А может, это… больничный через Ларису достать? Как раз на три дня… Даже не знаю, кто у нас участковый врач… Нет, нельзя. Наверняка кто-нибудь прибежит проведать, и вообще… Ах ты, елки зеленые, что же делать?

Впервые, может быть, за свои самостоятельные годы Князев не знал, не видел другого выхода, как смириться. Случись такое с кем-нибудь из его подчиненных – он всех поднял бы на ноги. А хлопотать за себя Князев не умел.

Каждая женщина – сестра милосердия. Самой природой предначертана ей должность утешительницы, врачевательницы ран. Несите же к женщинам свои боли, обиды, неудачи свои и поражения. Вдумайтесь: сестра милосердия! Родная сестра самого милосердия – что ближе этого высокого родства? Неверно, что женщины любят только сильных. Любят они и слабых, угнетенных, подавленных. Любят от жалости, и жалость эта – драгоценный алмаз самой чистой воды, она не унижает, а возвеличивает…

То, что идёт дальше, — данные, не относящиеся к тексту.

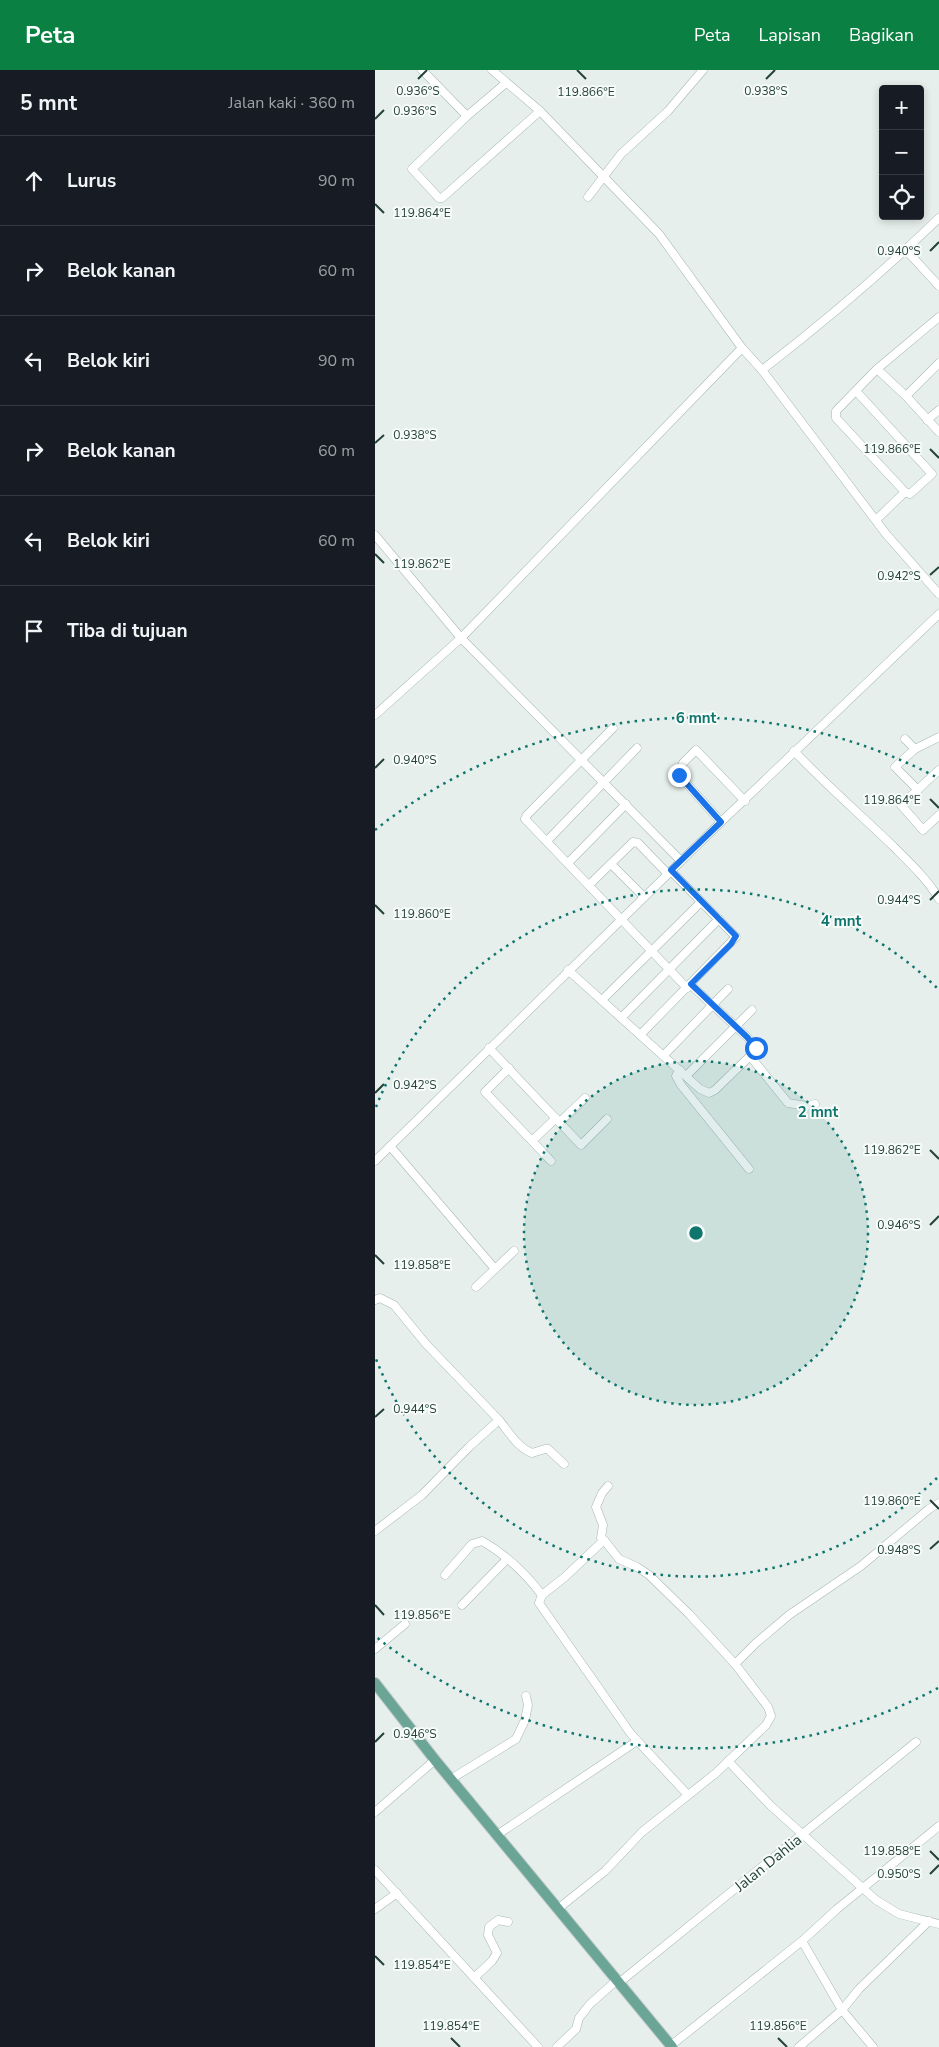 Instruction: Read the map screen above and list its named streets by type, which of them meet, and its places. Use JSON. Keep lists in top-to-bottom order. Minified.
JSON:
{"streets":{"street":["Jalan Dahlia"]},"page":{"header":"Peta","nav":["Peta","Lapisan","Bagikan"],"heading":["5 mnt","Jalan kaki · 360 m"],"map_buttons":["+","−"],"list":[["Lurus","90 m"],["Belok kanan","60 m"],["Belok kiri","90 m"],["Belok kanan","60 m"],["Belok kiri","60 m"],"Tiba di tujuan"]},"coordinates":["0.936°S","0.938°S","119.866°E","119.864°E","0.940°S","119.862°E","0.942°S","0.944°S","119.860°E","0.946°S","119.858°E","0.948°S","119.856°E","0.950°S","119.854°E"],"rings":["6 mnt","4 mnt","2 mnt"]} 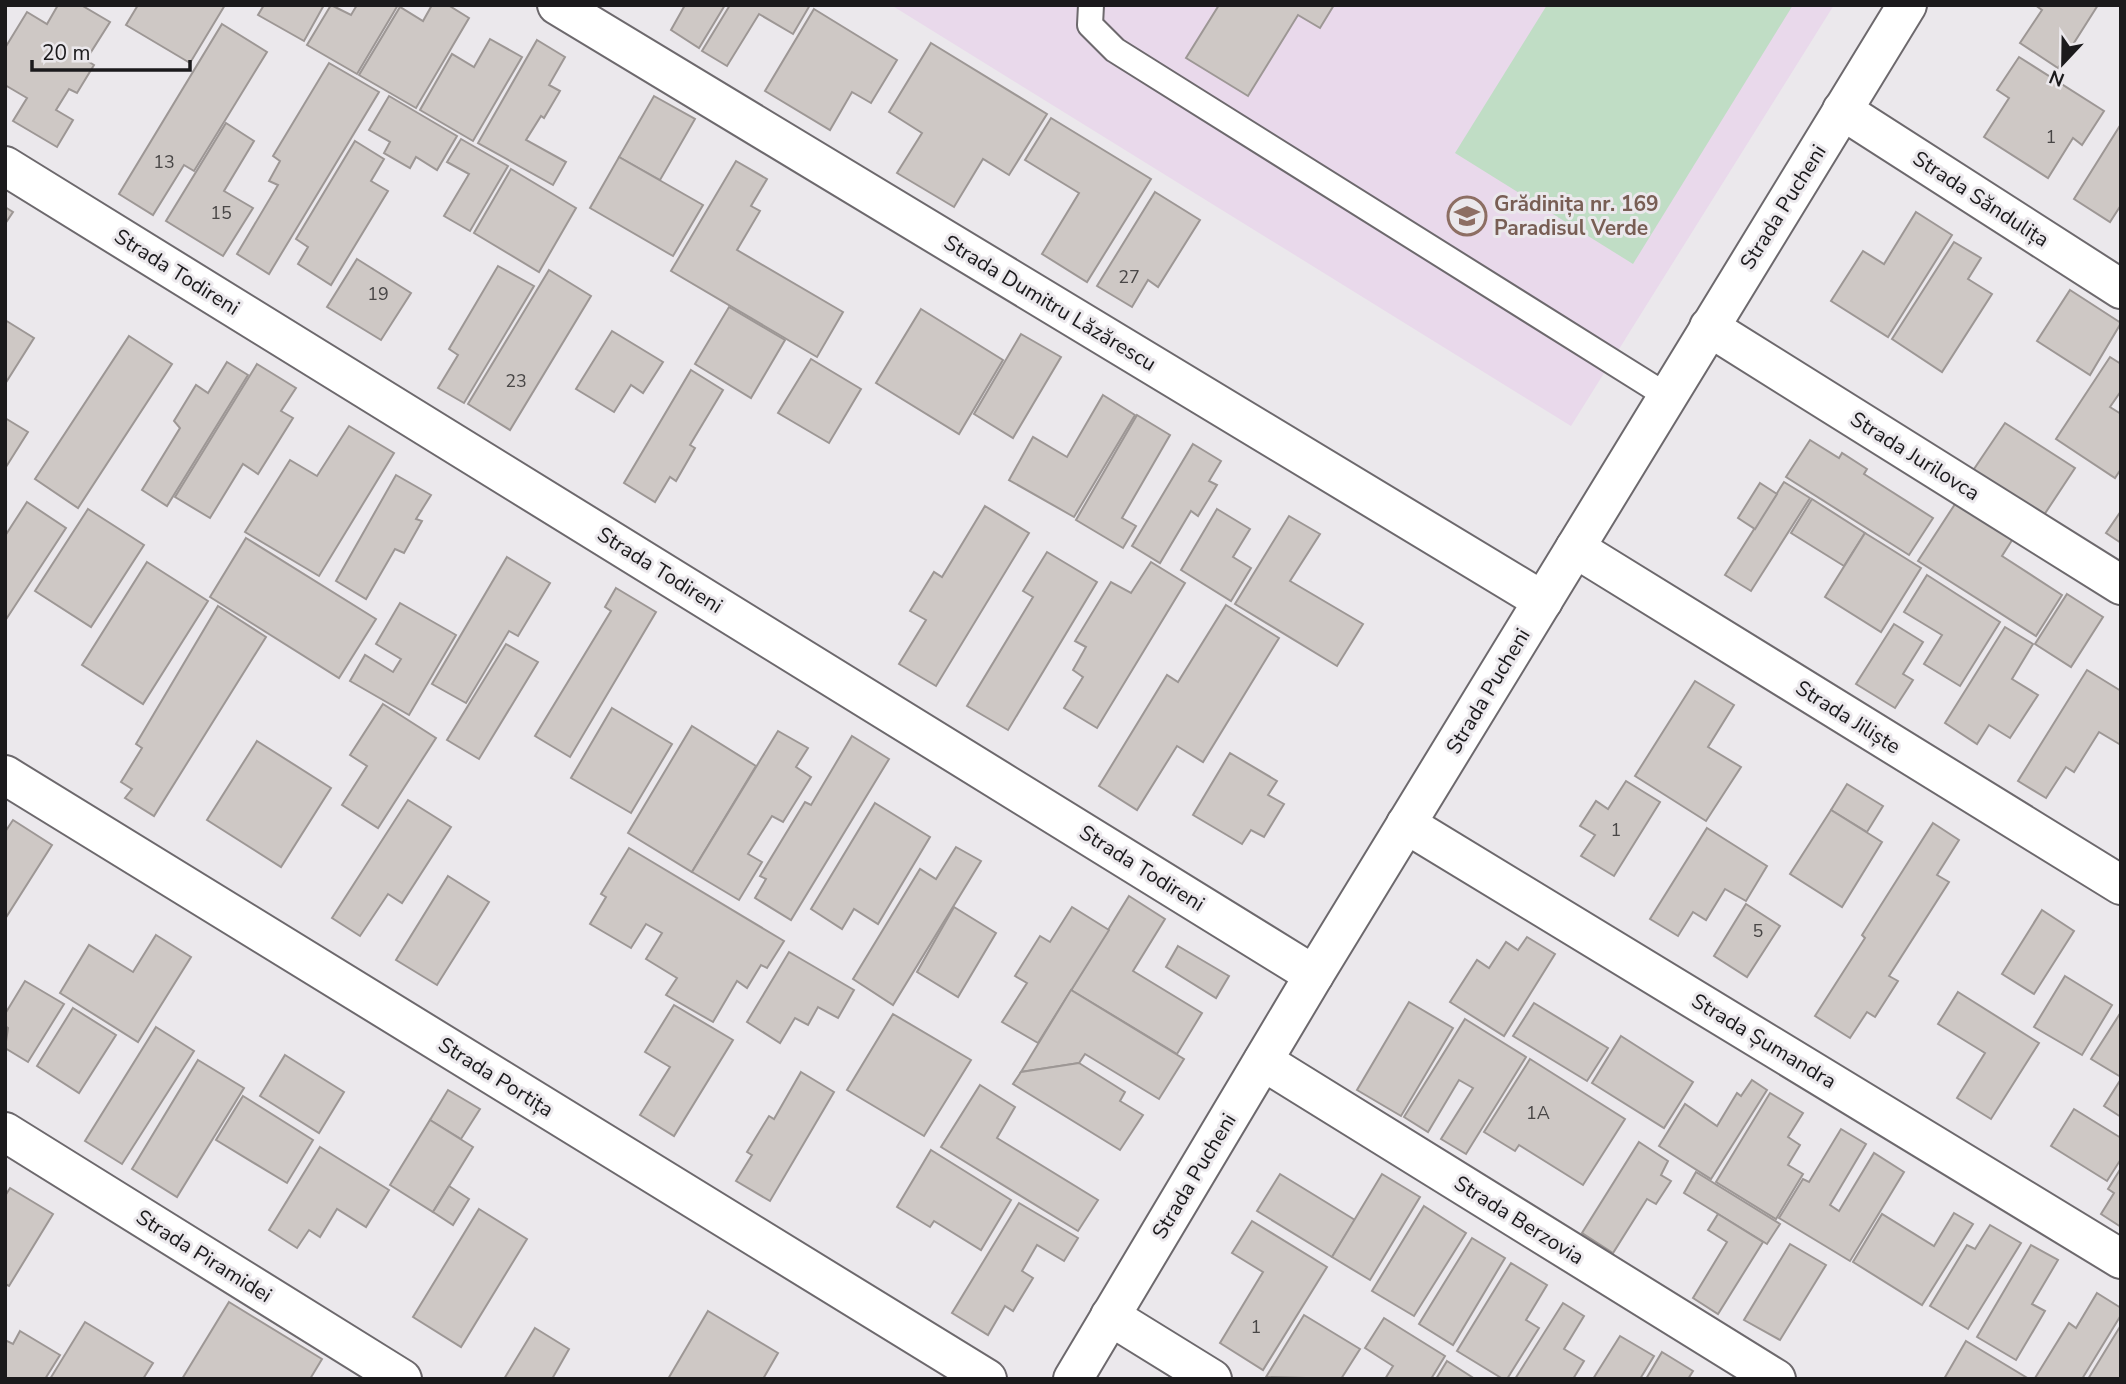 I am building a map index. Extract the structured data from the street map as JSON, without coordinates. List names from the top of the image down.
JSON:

Тихий низковатый голос, пусть не богатый оттенками, но свободный, на хорошем дыхании, пусть монотонный, но обволакивающий, успокоительный, как ровный переплеск волн… Лариса знала за собой эти свойства, но по заказу у нее редко получалось, нужен был душевный настрой. Тогда она могла говорить часами, не уставая и не утомляя. И лишь потом, когда оставалась одна, приходила опустошенность.

О чем она говорила? Это не имело значения. Ей не надо было подыскивать темы, монологи ее были лишены заданности. Слова порождали слова, образы – образы. Она импровизировала.

Князев лежал на своей «сороконожке», а Лариса на табурете сидела у него в ногах, упираясь лопатками в край плиты. Она видела его лицо. Когда он лежал так, свет падал сверху сбоку и клал мягкие полутени на скулах, в уголках губ, подчеркивал лепку подбородка. Глаза его были полузакрыты, короткие густые ресницы подрагивали. Видно было, как он осунулся – запали щеки, морщинки у рта прорисовались отчетливей. Ей так хотелось коснуться их кончиками пальцев, а лучше – губами. Широкая грудь под застиранным домашним свитером тихо и мерно вздымалась – он дышал. Она любовалась им и не искала слов, слова приходили сами.

Иногда он шевелился, менял положение тела, иногда клал ногу на ногу, стараясь держать их подальше от нее. А ей хотелось положить его большие ступни себе на колени, ему было бы удобней…

Раньше Лариса много читала. Ей нравились бытописания современности, помогавшие ей определить свою позицию в жизни. Многому она верила, многое принимала на веру, полагаясь на авторитет писателя.